Sweet Potato Tempura

Learn how to make delicious Sweet Potato Tempura using only three ingredients! Tempura is one of the most iconic Japanese dishes and is super easy to make. I'm sure your whole family will love it!
Prep Time5 mins
Cook Time10 mins
Total Time15 mins
Course: Main
Cuisine: Japanese
Keyword: sweet potato tempura, vegetable tempura
Servings: 4 serving
Calories: 250kcal
Author: JURI


  • 1 Japanese Sweet Potato
  • Oil for deep-frying


  • 200 ml Cold water
  • 100 g Cake flour
  • ½ teaspoon Baking powder

Tempura Sauce

  • 600 ml Mentsuyu Dilute with water according to the bottle instructions.
  • 1 inch Daikon radish


  • Cut sweet potato: Cut sweet potato into thin slices.
  • Prepare a pan: Put oil about 2 cm (1 inch) high in a pan and heat it to 170C (335F).
  • Make the batter: Add cold water to a bowl, sift the flour and baking powder with a strainer, and mix.
  • Deep-fry: Dip the sweet potato in batter, put them in the pan, and deep-fry until cooked (about a couple of minutes). Place them on a cooling rack to drip excess oil.
  • Make Tentsuyu: Grate the daikon radish (daikon oroshi). Dilute mentsuyu (noodle soup) with water according to the bottle instructions and add daikon oroshi.

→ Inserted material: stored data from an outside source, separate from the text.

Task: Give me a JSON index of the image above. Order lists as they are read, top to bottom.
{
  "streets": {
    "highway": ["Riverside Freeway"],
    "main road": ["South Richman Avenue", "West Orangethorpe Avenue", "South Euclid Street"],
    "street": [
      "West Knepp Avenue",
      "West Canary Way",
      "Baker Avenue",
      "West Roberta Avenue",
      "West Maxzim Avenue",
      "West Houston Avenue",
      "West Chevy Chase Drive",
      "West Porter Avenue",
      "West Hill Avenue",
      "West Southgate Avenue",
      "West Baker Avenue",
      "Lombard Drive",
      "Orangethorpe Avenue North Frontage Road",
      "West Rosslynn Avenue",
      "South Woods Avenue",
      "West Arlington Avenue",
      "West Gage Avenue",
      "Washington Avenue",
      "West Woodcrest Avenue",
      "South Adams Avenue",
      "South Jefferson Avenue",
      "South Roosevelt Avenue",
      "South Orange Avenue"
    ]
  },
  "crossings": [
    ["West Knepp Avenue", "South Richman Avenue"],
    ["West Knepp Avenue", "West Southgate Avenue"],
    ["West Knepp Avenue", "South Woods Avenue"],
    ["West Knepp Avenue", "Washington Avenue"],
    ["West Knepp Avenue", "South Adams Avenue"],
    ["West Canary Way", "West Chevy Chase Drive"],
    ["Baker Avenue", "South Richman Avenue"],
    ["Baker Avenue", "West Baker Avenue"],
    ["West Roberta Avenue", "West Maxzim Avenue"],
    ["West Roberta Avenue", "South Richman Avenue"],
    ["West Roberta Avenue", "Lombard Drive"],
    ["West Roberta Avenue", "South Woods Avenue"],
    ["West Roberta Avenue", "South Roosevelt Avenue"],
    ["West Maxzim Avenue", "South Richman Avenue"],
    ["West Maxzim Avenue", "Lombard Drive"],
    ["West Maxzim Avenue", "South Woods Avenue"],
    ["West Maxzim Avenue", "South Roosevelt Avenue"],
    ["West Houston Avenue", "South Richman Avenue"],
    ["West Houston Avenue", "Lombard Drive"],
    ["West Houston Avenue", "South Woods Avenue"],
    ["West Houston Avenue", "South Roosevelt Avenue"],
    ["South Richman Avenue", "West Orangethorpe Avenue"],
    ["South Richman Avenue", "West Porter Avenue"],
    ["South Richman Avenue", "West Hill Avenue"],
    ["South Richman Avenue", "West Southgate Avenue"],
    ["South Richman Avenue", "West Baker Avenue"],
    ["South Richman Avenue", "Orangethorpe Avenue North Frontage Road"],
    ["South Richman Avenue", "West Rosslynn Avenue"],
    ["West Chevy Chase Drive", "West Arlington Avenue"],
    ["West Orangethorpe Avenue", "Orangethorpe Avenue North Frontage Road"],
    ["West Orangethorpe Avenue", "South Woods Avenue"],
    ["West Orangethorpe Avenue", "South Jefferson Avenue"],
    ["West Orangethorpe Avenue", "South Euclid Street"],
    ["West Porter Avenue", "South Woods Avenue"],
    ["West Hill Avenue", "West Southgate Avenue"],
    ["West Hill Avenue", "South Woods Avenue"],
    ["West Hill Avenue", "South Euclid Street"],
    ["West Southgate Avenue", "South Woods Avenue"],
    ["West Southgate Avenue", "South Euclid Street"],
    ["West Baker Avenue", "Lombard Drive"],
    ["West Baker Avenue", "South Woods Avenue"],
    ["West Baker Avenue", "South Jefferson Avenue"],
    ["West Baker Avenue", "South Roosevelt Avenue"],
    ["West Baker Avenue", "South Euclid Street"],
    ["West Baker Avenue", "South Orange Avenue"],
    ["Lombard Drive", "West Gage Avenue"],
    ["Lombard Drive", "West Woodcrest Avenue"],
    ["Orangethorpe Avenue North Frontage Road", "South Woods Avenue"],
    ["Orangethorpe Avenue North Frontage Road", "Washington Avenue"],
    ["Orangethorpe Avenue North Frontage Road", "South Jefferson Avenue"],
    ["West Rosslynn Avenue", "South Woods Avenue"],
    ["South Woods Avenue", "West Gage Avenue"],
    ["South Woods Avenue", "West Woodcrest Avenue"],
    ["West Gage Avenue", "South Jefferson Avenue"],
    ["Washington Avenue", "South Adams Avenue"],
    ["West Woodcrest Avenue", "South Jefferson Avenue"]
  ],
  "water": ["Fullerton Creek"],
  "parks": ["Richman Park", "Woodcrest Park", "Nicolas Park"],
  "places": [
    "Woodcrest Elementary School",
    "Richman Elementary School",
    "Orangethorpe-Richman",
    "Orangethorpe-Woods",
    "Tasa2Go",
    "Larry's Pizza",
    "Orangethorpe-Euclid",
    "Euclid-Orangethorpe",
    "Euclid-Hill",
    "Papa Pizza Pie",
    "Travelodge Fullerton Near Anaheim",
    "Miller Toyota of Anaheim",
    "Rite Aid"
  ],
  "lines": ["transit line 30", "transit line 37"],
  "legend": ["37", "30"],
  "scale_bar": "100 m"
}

  • Equipment: I use an Iron frying pan 22 cm/9 inches. Any deep pot is ok.
  • Variations: See "Best vegetables for tempura" for more variations.
  • Do not mix the batter until smooth. If you mix too much, the gluten will be formed, and your tempura will be heavy and chewy. 
  • Do not fry too many at once to keep the oil temperature consistent.
  • Do not throw the leftover batter. You can make tenkasu (tempura flakes) and use it as a topping on noodles or rice bowls.